-------- Available data
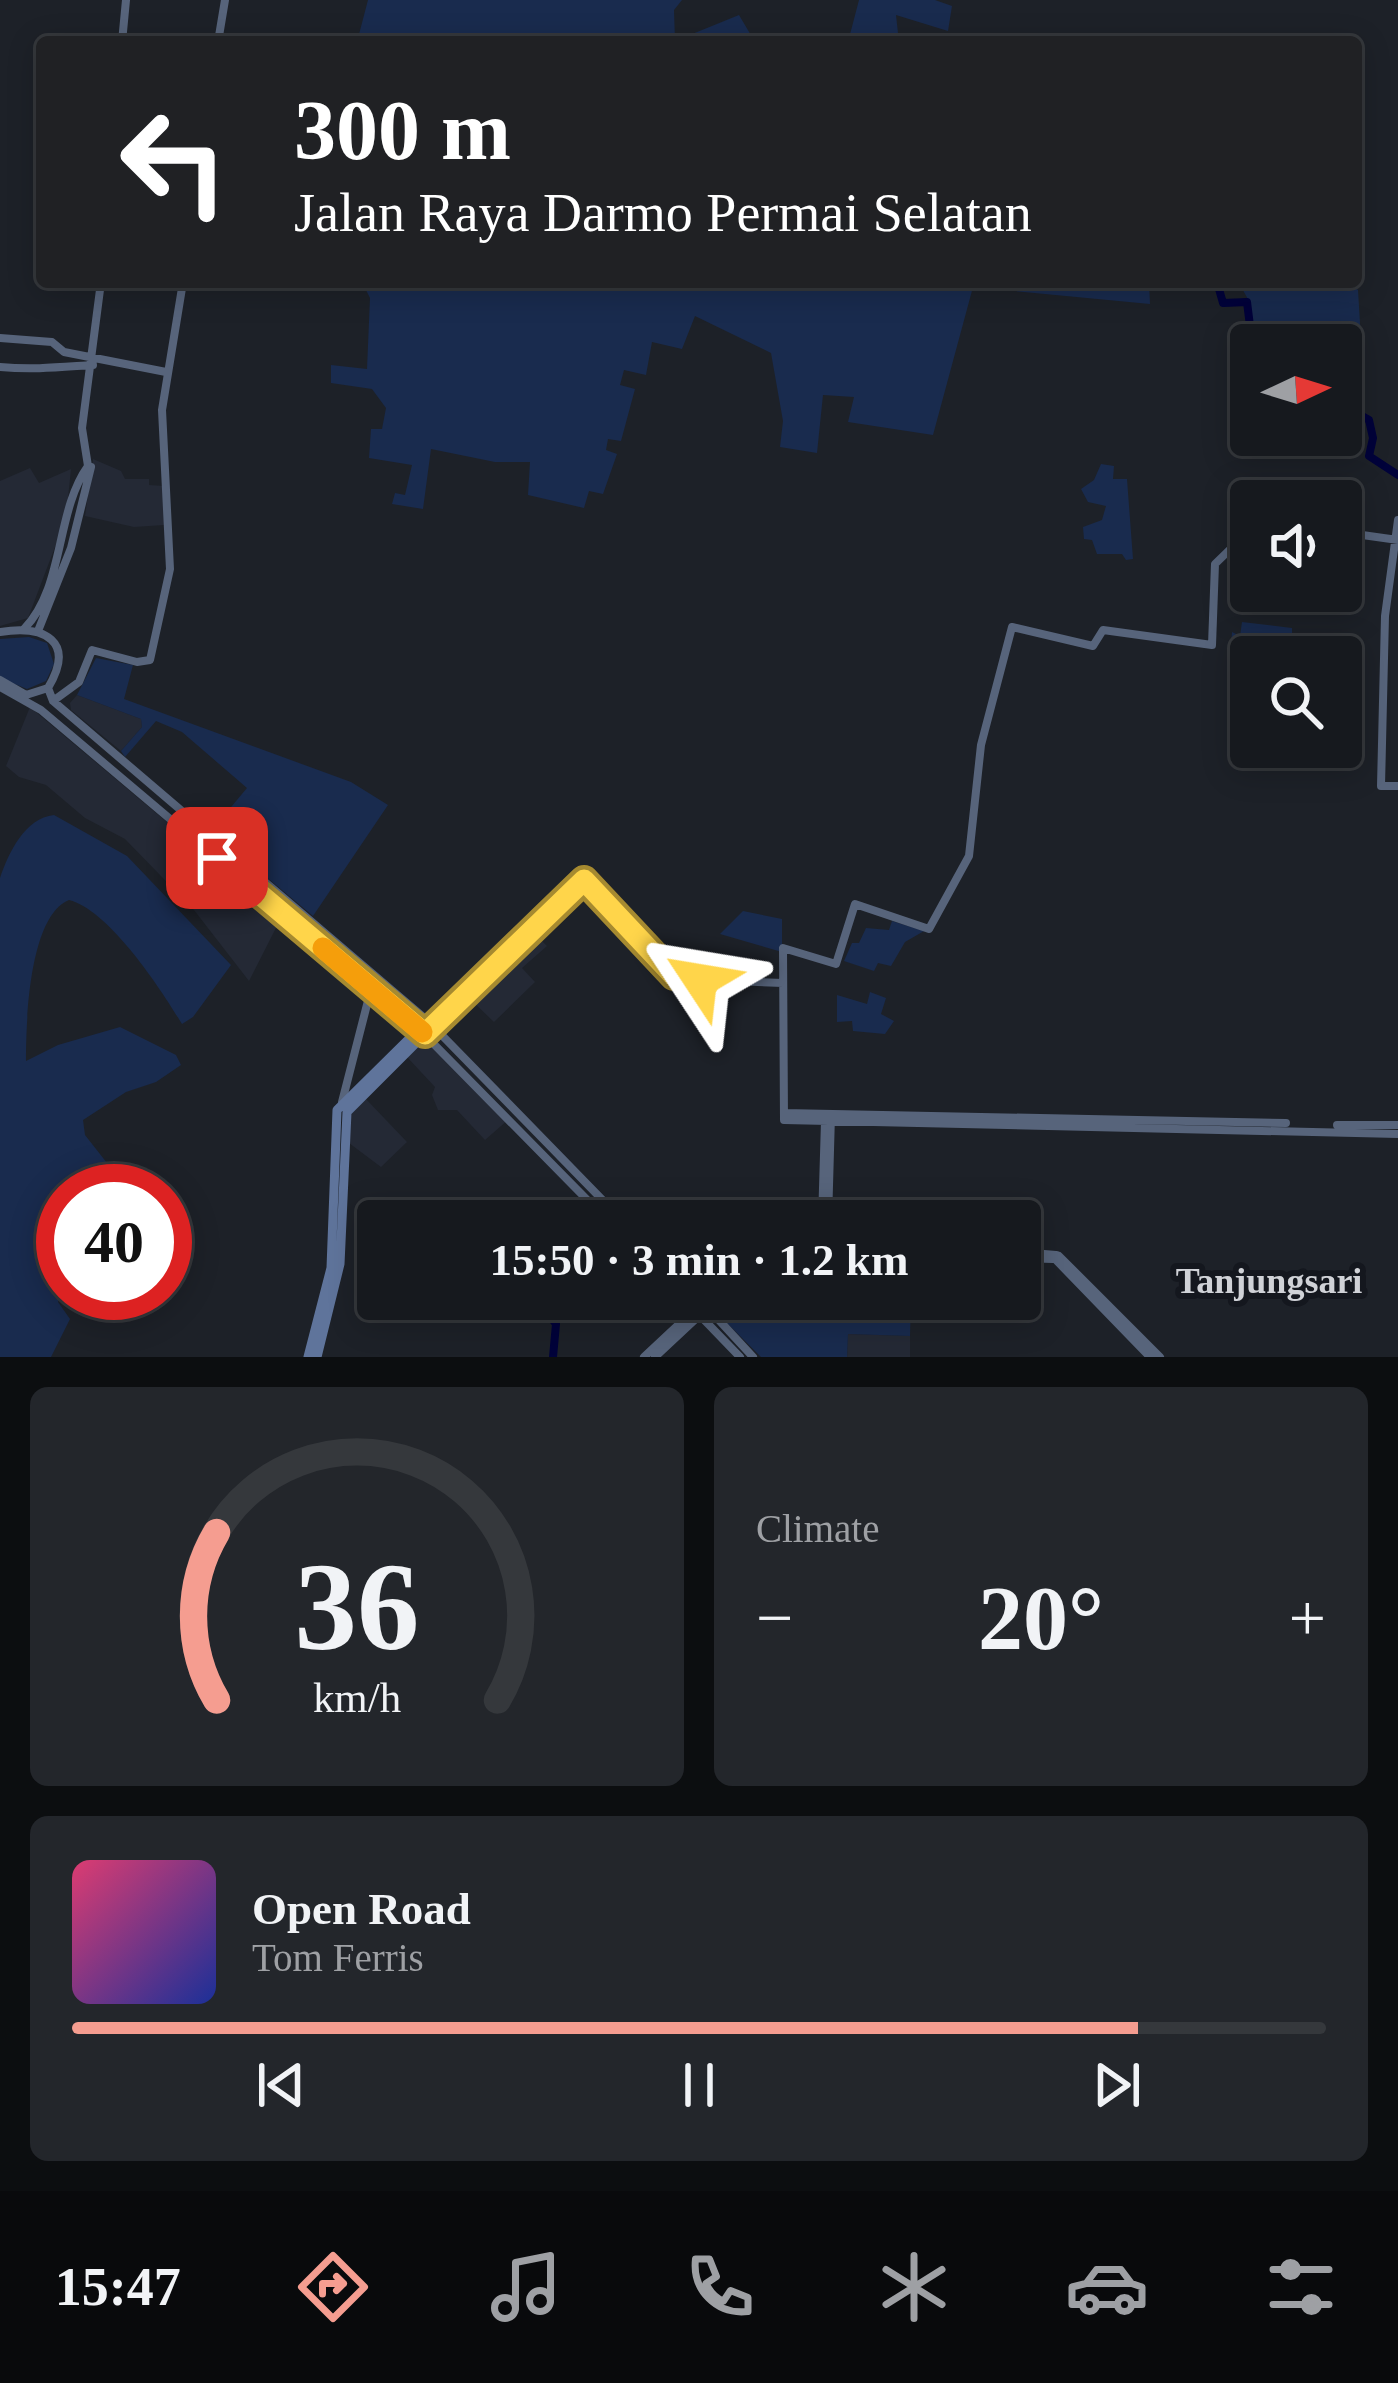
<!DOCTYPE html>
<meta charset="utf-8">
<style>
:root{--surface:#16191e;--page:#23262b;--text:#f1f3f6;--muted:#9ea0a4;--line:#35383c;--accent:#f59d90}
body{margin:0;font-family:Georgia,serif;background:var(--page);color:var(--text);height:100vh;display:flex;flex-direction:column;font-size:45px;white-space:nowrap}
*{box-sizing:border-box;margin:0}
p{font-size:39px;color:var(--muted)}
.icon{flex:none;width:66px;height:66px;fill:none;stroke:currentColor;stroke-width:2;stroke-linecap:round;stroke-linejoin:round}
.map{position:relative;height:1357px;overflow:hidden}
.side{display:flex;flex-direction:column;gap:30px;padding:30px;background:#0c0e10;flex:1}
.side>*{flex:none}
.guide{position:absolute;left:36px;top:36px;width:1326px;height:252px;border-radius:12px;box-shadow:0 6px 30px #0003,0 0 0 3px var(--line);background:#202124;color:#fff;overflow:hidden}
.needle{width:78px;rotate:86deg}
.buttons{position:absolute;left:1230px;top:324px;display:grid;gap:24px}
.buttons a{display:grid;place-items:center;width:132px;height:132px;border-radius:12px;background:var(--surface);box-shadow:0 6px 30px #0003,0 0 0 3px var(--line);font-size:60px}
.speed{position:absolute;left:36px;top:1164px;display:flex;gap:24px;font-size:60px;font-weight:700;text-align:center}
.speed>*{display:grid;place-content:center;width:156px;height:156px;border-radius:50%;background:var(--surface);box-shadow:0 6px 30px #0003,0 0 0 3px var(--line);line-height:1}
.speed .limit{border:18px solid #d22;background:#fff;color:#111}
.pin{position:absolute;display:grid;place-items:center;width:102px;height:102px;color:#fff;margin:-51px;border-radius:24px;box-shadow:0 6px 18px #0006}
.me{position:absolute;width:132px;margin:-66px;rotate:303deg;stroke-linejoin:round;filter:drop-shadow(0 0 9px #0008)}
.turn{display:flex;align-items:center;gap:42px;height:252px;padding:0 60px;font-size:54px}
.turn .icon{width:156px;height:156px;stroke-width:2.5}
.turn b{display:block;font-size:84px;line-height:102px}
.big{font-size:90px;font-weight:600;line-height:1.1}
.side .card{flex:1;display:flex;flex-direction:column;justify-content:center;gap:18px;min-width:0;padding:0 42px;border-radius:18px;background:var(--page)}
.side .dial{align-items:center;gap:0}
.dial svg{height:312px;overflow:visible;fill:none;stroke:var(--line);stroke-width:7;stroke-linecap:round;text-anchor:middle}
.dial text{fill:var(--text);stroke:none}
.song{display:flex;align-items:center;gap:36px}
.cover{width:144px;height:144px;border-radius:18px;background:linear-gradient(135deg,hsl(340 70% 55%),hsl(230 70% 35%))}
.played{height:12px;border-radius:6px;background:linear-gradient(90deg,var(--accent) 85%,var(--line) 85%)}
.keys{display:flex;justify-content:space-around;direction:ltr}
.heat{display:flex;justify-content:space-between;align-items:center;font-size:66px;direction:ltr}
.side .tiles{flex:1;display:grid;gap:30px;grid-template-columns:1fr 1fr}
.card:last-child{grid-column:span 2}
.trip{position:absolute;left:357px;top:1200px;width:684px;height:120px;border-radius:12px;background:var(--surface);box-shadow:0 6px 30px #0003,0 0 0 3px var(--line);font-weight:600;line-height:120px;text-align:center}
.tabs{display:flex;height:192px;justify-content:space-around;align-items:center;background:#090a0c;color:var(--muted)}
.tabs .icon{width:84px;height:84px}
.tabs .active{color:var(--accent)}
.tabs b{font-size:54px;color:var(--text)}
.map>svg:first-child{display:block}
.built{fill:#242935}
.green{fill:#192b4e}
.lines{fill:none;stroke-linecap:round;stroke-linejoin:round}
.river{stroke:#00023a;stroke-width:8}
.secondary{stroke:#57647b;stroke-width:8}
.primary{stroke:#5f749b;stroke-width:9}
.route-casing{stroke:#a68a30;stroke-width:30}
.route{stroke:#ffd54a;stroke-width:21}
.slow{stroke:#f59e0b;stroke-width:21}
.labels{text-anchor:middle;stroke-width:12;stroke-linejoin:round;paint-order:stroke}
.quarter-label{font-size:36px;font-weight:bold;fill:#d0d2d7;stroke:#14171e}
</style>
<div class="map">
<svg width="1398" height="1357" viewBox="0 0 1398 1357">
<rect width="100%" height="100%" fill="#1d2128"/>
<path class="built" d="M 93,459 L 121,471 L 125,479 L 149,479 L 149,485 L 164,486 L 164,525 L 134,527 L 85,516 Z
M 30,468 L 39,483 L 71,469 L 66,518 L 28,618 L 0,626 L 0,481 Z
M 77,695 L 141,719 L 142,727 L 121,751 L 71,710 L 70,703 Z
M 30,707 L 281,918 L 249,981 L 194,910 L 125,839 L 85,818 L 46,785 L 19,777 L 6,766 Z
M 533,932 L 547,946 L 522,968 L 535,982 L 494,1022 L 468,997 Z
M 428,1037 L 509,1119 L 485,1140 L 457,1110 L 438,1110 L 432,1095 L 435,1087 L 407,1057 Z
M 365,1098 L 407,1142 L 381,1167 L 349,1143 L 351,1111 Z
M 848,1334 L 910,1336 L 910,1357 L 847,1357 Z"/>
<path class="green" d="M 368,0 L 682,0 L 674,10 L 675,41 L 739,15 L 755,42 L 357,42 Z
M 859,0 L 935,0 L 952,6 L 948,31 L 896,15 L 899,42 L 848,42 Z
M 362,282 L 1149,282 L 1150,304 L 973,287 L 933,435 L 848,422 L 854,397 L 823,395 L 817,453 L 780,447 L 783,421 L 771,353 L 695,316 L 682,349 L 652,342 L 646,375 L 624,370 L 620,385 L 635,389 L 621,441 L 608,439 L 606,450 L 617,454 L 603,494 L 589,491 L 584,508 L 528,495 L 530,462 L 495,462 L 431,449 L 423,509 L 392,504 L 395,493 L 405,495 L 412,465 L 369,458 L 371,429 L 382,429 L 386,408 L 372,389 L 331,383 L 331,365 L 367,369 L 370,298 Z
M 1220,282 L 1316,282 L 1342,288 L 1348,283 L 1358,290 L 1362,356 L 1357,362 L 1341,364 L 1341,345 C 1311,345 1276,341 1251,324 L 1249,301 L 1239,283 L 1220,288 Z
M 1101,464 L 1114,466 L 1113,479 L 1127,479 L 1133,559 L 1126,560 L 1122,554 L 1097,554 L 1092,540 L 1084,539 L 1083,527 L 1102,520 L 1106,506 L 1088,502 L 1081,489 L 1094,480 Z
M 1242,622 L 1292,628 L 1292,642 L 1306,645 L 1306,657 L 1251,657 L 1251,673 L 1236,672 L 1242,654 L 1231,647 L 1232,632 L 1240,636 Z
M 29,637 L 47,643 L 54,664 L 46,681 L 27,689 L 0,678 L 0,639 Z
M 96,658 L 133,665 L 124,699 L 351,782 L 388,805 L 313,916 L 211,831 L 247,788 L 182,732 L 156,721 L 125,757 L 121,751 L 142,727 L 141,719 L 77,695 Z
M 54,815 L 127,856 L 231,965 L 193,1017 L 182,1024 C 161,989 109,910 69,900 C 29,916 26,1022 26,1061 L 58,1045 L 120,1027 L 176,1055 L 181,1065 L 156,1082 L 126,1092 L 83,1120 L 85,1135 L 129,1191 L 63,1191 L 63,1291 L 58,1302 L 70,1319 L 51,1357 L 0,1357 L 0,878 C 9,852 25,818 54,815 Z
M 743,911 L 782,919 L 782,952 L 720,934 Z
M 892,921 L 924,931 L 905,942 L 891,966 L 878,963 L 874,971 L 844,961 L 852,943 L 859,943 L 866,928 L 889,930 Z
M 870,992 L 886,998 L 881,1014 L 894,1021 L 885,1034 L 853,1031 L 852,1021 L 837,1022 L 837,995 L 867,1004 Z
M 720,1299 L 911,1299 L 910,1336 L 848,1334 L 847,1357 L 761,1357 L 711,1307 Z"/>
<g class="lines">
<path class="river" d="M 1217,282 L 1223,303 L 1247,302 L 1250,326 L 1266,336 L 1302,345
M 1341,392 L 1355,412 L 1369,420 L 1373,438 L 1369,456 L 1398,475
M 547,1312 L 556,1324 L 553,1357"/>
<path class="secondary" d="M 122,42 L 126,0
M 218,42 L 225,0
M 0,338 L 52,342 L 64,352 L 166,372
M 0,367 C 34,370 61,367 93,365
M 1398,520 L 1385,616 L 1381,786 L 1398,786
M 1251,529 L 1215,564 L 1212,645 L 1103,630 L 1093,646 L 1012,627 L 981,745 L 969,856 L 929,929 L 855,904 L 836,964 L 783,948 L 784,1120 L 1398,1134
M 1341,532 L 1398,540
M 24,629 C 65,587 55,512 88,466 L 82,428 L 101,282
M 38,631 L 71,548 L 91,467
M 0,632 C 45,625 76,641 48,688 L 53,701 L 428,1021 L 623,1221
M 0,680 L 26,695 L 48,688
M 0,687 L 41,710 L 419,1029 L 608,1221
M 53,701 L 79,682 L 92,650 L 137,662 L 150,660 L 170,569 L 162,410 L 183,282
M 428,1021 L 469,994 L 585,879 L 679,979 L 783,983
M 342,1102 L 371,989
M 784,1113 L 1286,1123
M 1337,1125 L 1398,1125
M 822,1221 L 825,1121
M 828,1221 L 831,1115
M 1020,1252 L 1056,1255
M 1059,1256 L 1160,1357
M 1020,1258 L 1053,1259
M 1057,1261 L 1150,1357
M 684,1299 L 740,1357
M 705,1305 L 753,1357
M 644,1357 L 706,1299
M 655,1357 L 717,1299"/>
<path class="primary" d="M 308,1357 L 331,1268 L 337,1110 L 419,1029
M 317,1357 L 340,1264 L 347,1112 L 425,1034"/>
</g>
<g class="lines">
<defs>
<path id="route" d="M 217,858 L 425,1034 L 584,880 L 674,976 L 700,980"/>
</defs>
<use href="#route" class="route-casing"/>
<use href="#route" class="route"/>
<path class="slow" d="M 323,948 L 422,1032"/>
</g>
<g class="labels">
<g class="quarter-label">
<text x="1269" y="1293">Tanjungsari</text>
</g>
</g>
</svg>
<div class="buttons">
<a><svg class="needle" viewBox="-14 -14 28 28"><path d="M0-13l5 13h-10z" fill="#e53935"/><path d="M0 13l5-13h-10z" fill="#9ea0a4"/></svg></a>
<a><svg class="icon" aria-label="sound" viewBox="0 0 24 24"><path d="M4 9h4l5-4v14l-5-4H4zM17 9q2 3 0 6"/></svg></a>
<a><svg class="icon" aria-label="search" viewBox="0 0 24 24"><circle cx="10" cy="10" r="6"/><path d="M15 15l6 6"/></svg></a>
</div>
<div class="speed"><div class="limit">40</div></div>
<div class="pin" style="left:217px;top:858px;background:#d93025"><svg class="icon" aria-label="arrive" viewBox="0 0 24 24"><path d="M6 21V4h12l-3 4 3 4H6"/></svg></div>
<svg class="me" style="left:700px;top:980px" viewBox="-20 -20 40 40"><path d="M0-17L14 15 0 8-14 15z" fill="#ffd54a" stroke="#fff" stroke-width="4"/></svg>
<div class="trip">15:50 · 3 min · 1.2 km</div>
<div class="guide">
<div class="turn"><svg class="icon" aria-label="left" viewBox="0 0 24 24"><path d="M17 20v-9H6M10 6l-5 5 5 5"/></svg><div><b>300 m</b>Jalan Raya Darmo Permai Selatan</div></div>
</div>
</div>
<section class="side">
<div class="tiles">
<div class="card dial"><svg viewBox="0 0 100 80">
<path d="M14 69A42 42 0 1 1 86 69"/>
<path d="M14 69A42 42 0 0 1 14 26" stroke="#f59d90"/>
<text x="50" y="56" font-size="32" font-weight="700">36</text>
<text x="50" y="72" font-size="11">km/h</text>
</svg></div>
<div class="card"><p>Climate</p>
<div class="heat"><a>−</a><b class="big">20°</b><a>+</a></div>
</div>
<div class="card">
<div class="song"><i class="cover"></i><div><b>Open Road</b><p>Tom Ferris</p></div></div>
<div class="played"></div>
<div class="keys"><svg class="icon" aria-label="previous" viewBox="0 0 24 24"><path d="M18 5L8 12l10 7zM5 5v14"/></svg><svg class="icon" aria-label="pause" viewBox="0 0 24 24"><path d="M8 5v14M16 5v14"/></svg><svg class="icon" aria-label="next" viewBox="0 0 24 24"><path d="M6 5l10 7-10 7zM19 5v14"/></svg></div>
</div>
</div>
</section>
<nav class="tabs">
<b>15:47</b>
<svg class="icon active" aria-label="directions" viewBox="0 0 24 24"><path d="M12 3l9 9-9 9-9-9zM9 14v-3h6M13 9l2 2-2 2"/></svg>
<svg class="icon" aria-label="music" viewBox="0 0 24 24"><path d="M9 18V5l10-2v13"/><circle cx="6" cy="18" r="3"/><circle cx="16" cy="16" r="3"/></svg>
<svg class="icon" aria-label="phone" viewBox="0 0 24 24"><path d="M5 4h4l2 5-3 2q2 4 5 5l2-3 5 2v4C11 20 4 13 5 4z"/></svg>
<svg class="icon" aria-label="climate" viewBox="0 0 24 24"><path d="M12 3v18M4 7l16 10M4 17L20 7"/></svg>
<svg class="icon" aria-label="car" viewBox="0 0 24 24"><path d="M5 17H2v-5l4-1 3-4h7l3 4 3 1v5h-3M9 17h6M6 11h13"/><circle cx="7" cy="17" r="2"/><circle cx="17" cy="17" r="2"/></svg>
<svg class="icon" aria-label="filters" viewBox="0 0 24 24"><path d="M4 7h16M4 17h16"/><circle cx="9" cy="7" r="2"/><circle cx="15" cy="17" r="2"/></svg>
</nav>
----------------
* [Task item]: State the count of lines in the data holding the word "linecap", adding nothing to it.

* [Answer to the problem]: 3